My earliest childhood memory is linked to a book when mum caught me, at the age of 4, reading aloud my favourite bedtime story "The Giraffe and the Pelly and Me". As each year passed my appetite for books kept growing (if only we could say the same about my height). Before hitting double figures, the main reason for getting told off was using my glow worm to read after bedtime. What. A. Rebel.
Bottom line - I have always been and will always be an avid reader. Even when I'm walking around Paris, I like to listen to book-related stuff. My go-to podcast is "The Books That Built Me", a series of live literary salons hosted by Helen Brocklebank, where authors discuss 6 of their favourite books. Discover below 5 of my favourite books (female authors only) that have accompanied me from my teenage years onwards.

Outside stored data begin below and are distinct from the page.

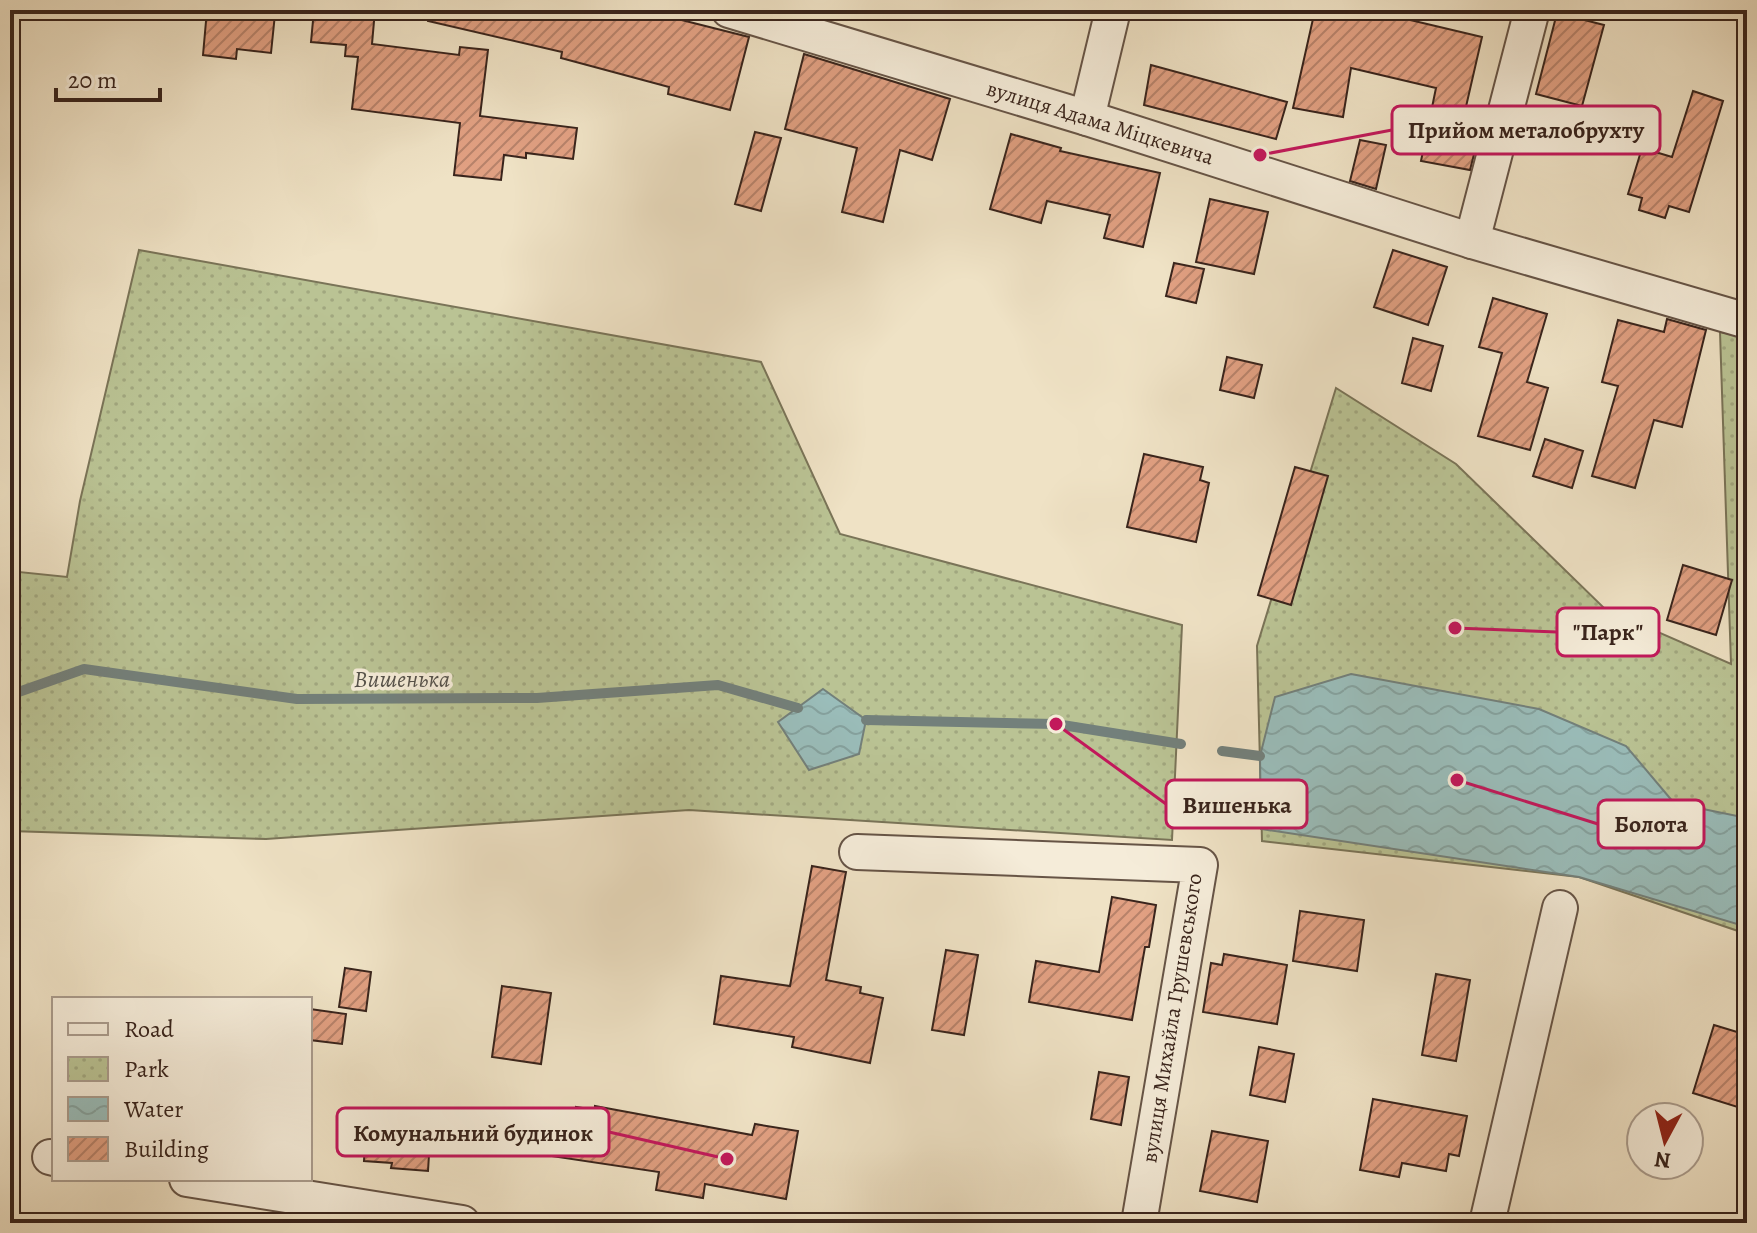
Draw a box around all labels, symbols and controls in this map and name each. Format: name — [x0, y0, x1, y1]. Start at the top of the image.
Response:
scale bar — [56, 52, 160, 102]
text: 20 m — [68, 64, 117, 96]
street label: вулиця Адама Міцкевича — [983, 74, 1218, 173]
callout: Прийом металобрухту — [1392, 106, 1660, 154]
text: Прийом металобрухту — [1408, 114, 1645, 146]
callout: "Парк" — [1557, 608, 1659, 656]
text: "Парк" — [1573, 616, 1643, 648]
water label: Вишенька — [354, 663, 450, 695]
callout: Вишенька — [1166, 780, 1307, 828]
text: Вишенька — [1182, 789, 1292, 821]
callout: Болота — [1598, 800, 1704, 848]
text: Болота — [1614, 808, 1689, 840]
street label: вулиця Михайла Грушевського — [1134, 871, 1210, 1165]
legend — [52, 997, 312, 1181]
text: Road — [124, 1013, 174, 1045]
text: Park — [124, 1053, 169, 1085]
text: Water — [123, 1093, 184, 1125]
north arrow — [1625, 1101, 1705, 1181]
callout: Комунальний будинок — [337, 1108, 609, 1156]
text: Комунальний будинок — [353, 1117, 593, 1149]
text: Building — [124, 1133, 209, 1165]
text: N — [1653, 1144, 1672, 1176]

By all accounts, Agathe Christie was an optimistic individual who led a relatively happy life. AND YET she wrote such spine-tingling murder mysteries! Much darker than a Miss. Marple or Poirot book, ATTWN finds 10 strangers invited to a remote island on the English Coast. Stranded, due to bad weather, they soon discover that a murderer is in their company as they start being taken out one by one. But what are their crimes? The book raises interesting questions about guilt and justice, and keeps you guessing until the very last page. The BBC did a great adaptation in 2015 that is worth watching.

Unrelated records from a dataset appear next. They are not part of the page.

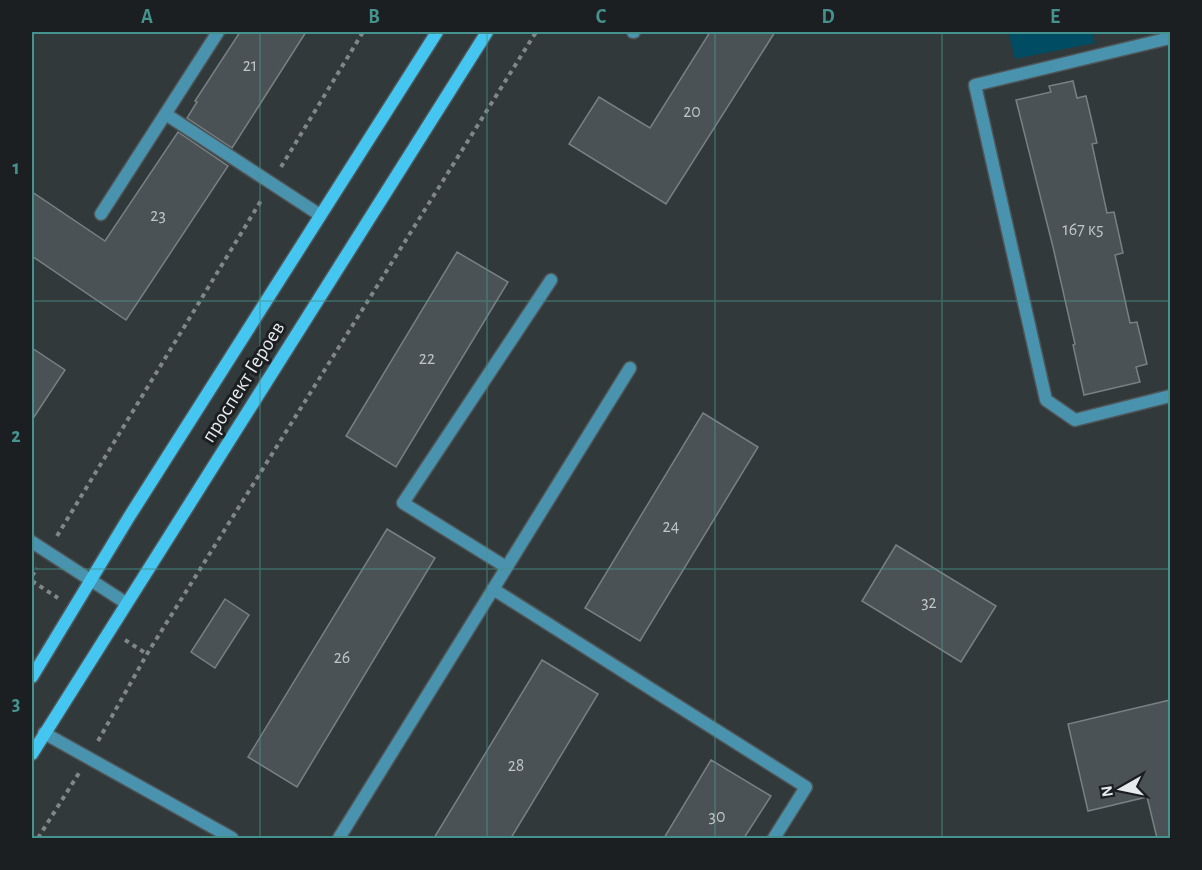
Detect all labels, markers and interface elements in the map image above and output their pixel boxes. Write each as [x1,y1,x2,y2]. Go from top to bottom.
text: A [141,7,153,27]
text: B [368,7,380,27]
text: C [596,7,607,27]
text: D [821,7,835,27]
text: E [1050,7,1060,27]
house number: 21 [243,57,257,75]
house number: 20 [683,103,701,121]
text: 1 [12,158,20,178]
house number: 23 [150,207,166,225]
house number: 167 к5 [1063,221,1103,239]
street label: проспект Героев [197,318,289,446]
house number: 22 [419,350,435,368]
text: 2 [11,426,21,446]
house number: 24 [663,518,680,536]
house number: 32 [921,594,937,612]
house number: 26 [334,649,350,667]
text: 3 [12,694,20,714]
house number: 28 [508,757,524,775]
north arrow [1091,759,1151,819]
text: N [1098,784,1116,798]
house number: 30 [709,808,725,826]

I will never find the effortless way in which Nancy Mitford delivers her witty lines anything less than remarkable. Pigeon Pie introduces us to lazy aristocrat Sophia Garfield and her wealthy group of pals. As Britain grapples with the outbreak of a war, Sophia's biggest concern is how to become a successful spy. Completely oblivious to the goings-on surrounding her, Sophia ends up getting much more than she bargained for. A great satire on the upper classes that suffered somewhat from bad timing (it was written in 1939 and published in 1940 when war was no laughing matter at all).
Favourite character? Definitely Olga. Favourite bit? The paragraph about how countries picked allies at the beginning of Chapter 3.
I first read this macabre tale as a teenager - before I'd grasped the concept of an unreliable narrator. I thought Rachel was a "wrong 'un" as I experienced her through the misogynistic eyes of Philip Ashley . Re-reading the book as an adult, it's now clear to me how little experience Philip had with women and how understandably jaded Cousin Rachel was, most likely due to her treatment at the hands of various men throughout her life. Whether she was a master manipulator or not, Philip's ultimate action proves to be unbearably cruel. The lush backdrop of the Cornish coast only adds to the drama and mystery of this classic.
Set in 1922, this charming fairytale unites four British women - from very different backgrounds - who are looking to escape their less than satisfactory lives. Responding to a newspaper ad that promises sunshine, the 4 strangers find themselves staying in a medieval Italian castle for a month. I remember being struck most by the effect of travel upon these women by the time they reach the end of the book. The lush Italian landscape is so beautifully described that you'll want to put the book down and buy some plane tickets. Also to be found: the petty tensions that we so often find in friendships with other women before everything comes together for a heart-warming ending.
A Christmas present from a dear friend, this is the most recent book to leave its mark on yours truly. Adapted from Chimamanda's TED talk of the same name, this persuasive text describes the author's personal experience with sexism whilst growing up in Nigeria. Whether you're new to feminism or an old hand, this book is a worthwhile addition to your shelf. A short but insightful read, it would make a great present for teenage relatives, young adults and all of the men in your life!
Admittedly, this is not a very diverse list when it comes to authors. This is something I am looking to correct in 2018 and would absolutely love your suggestions. Currently on my 2018 reading list: Americanah - Crazy Rich Asians - Why I'm No Longer Talking To White People About Race - Lullaby.